**Task statement**
Exclude images and print all the records verbatim.

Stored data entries

■ ■ ■ ■ ■ ■ ■

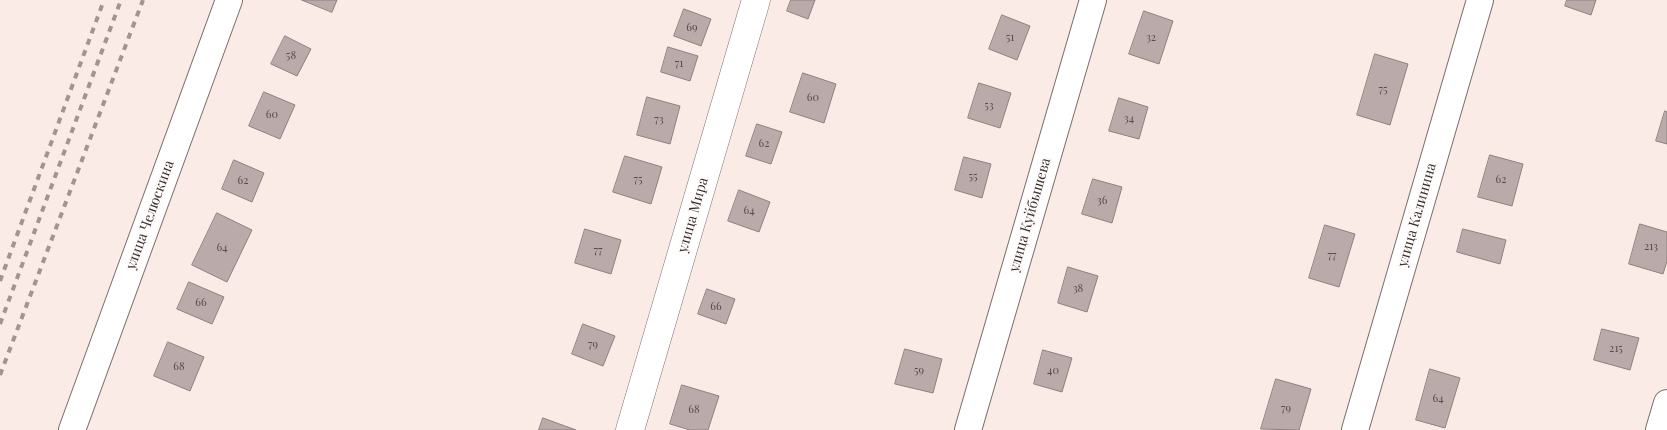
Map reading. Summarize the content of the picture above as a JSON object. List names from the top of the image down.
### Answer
{
  "streets": {
    "street": [
      "улица Челюскина",
      "улица Мира",
      "улица Куйбышева",
      "улица Калинина"
    ]
  },
  "house_numbers": [
    "69",
    "51",
    "32",
    "58",
    "71",
    "75",
    "60",
    "53",
    "60",
    "34",
    "73",
    "62",
    "55",
    "75",
    "62",
    "62",
    "36",
    "64",
    "213",
    "64",
    "77",
    "77",
    "38",
    "66",
    "66",
    "79",
    "215",
    "68",
    "59",
    "40",
    "64",
    "79",
    "68"
  ]
}
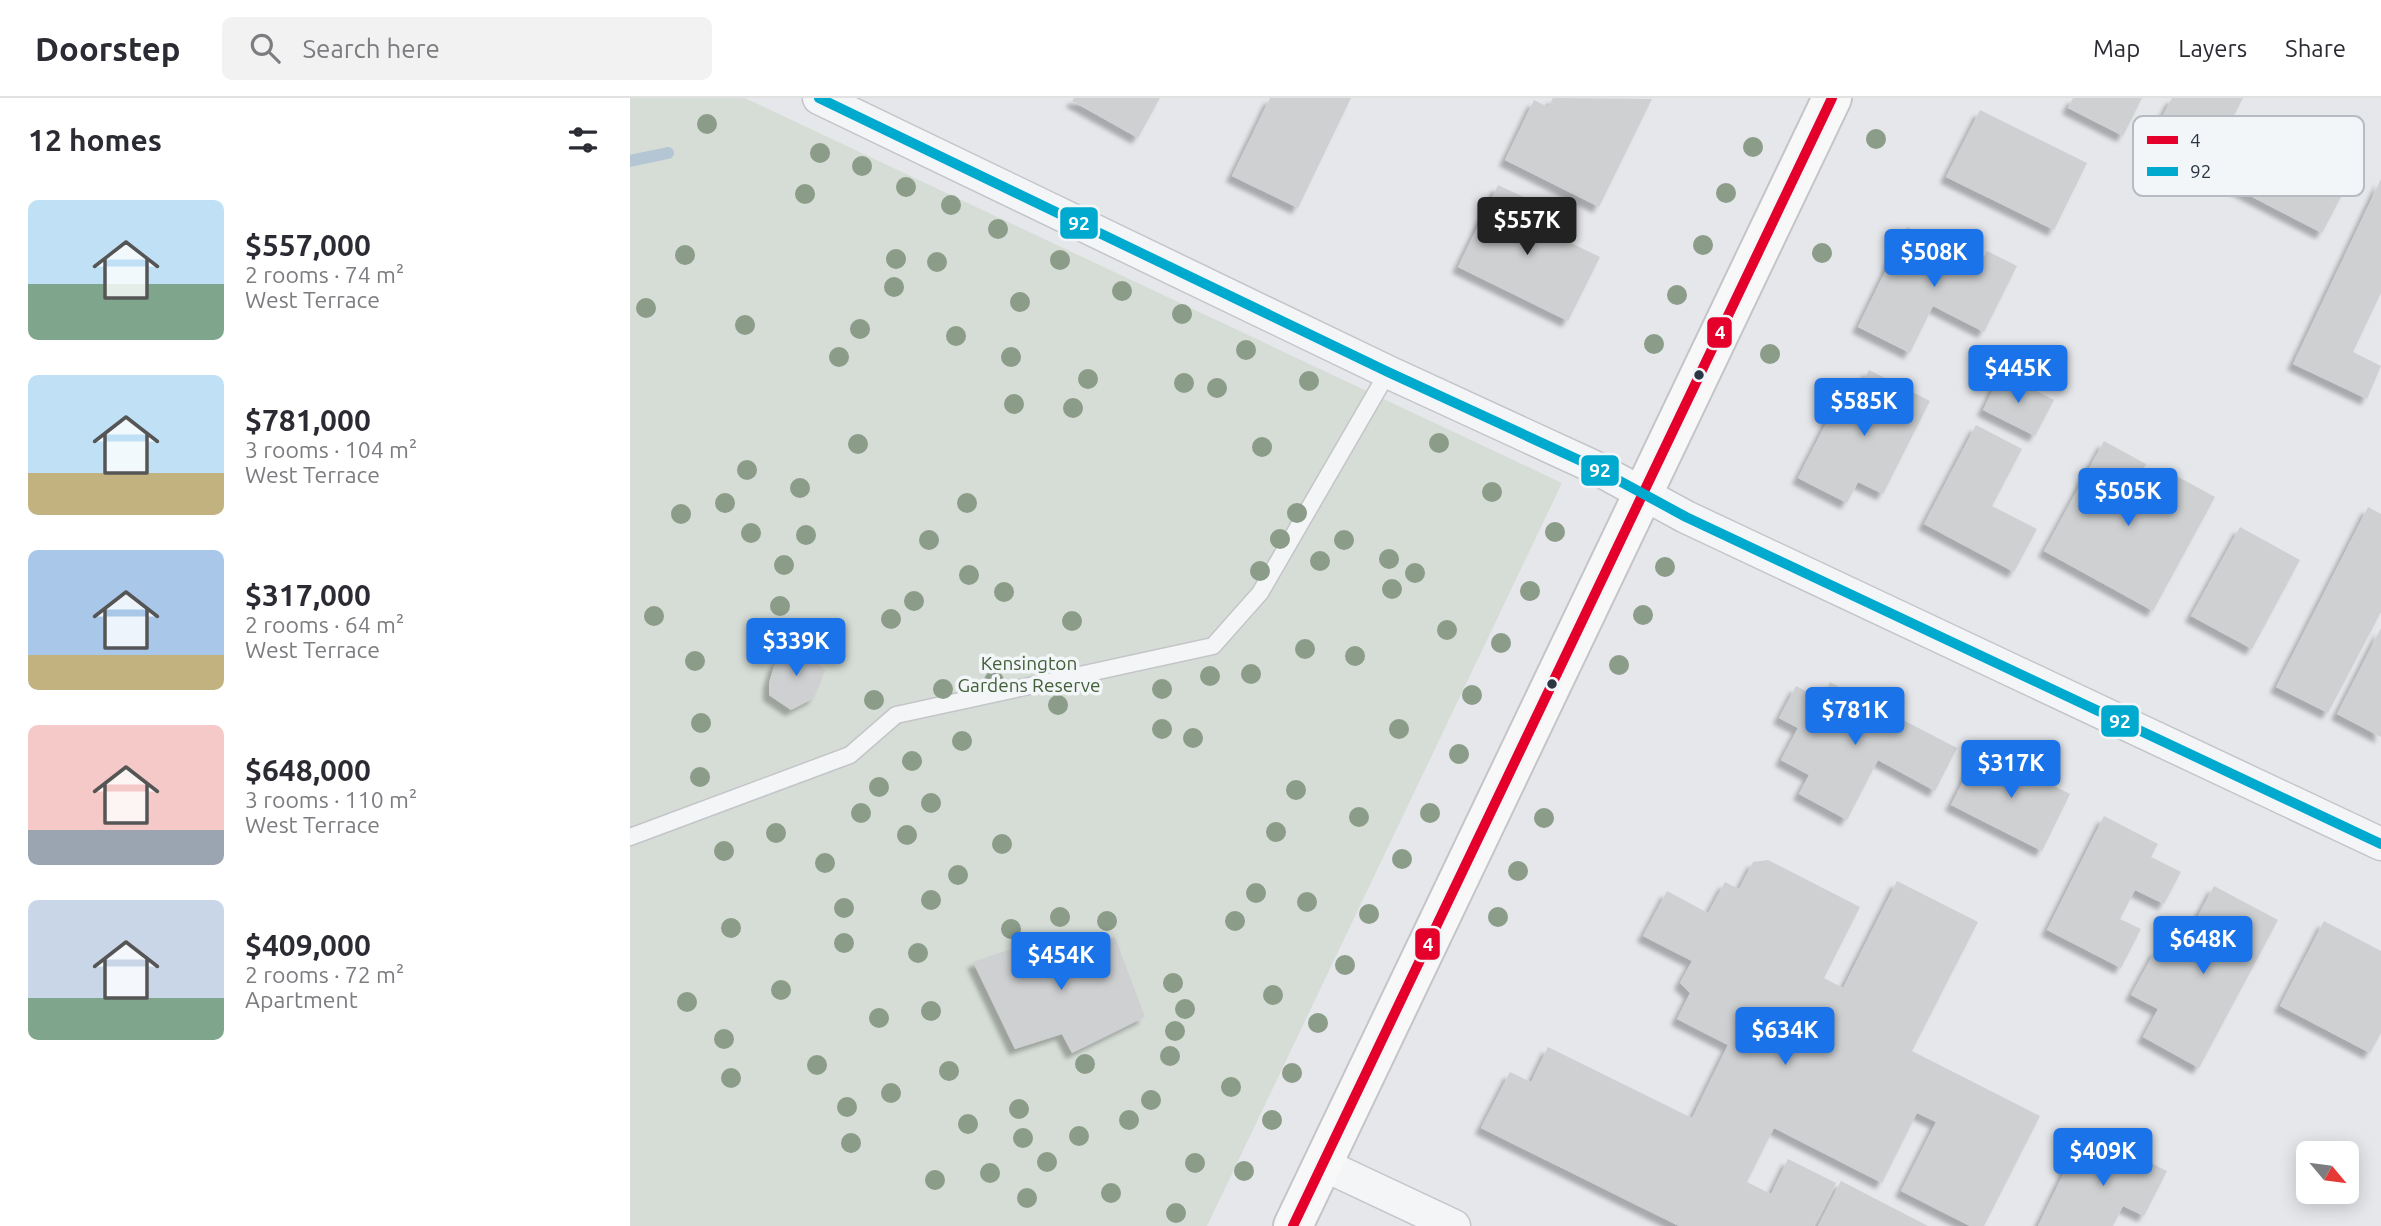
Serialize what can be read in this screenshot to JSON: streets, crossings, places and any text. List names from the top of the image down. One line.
{"parks":["Kensington Gardens Reserve"],"lines":["transit line 4","transit line 92"],"legend":["4","92"],"north":"bottom right","page":{"header":"Doorstep","search":"Search here","nav":["Map","Layers","Share"],"heading":"12 homes","list":[{"name":"$557,000","note":"2 rooms · 74 m² · West Terrace"},{"name":"$781,000","note":"3 rooms · 104 m² · West Terrace"},{"name":"$317,000","note":"2 rooms · 64 m² · West Terrace"},{"name":"$648,000","note":"3 rooms · 110 m² · West Terrace"},{"name":"$409,000","note":"2 rooms · 72 m² · Apartment"}],"price":["$557K","$508K","$445K","$585K","$505K","$339K","$781K","$317K","$648K","$454K","$634K","$409K"]}}
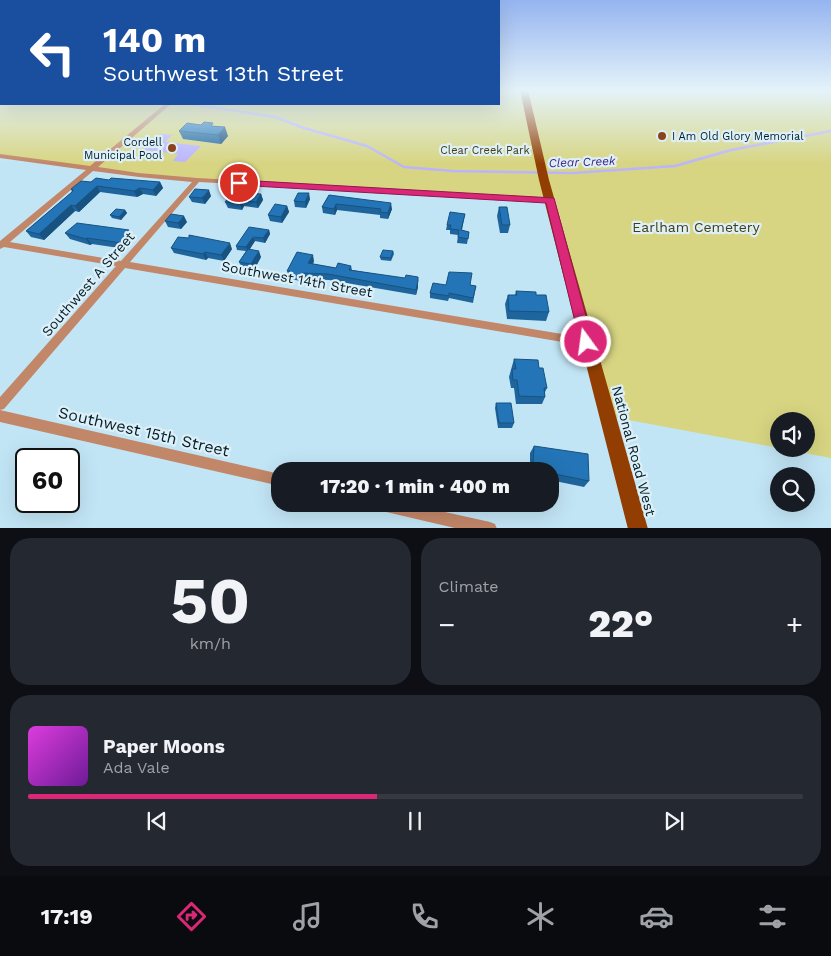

■ ■ ■ ■ ■ ■ ■

**Response for this exercise**
Map reading. Summarize the content of the picture above as a JSON object. List names from the top of the image down.
### Answer
{
  "streets": {
    "street": [
      "улица Челюскина",
      "улица Мира",
      "улица Куйбышева",
      "улица Калинина"
    ]
  },
  "house_numbers": [
    "69",
    "51",
    "32",
    "58",
    "71",
    "75",
    "60",
    "53",
    "60",
    "34",
    "73",
    "62",
    "55",
    "75",
    "62",
    "62",
    "36",
    "64",
    "213",
    "64",
    "77",
    "77",
    "38",
    "66",
    "66",
    "79",
    "215",
    "68",
    "59",
    "40",
    "64",
    "79",
    "68"
  ]
}
Serialize what can be read in this screenshot to JSON: streets, crossings, places and any text. List names from the top of the image down. One line.
{"parks":["Kensington Gardens Reserve"],"lines":["transit line 4","transit line 92"],"legend":["4","92"],"north":"bottom right","page":{"header":"Doorstep","search":"Search here","nav":["Map","Layers","Share"],"heading":"12 homes","list":[{"name":"$557,000","note":"2 rooms · 74 m² · West Terrace"},{"name":"$781,000","note":"3 rooms · 104 m² · West Terrace"},{"name":"$317,000","note":"2 rooms · 64 m² · West Terrace"},{"name":"$648,000","note":"3 rooms · 110 m² · West Terrace"},{"name":"$409,000","note":"2 rooms · 72 m² · Apartment"}],"price":["$557K","$508K","$445K","$585K","$505K","$339K","$781K","$317K","$648K","$454K","$634K","$409K"]}}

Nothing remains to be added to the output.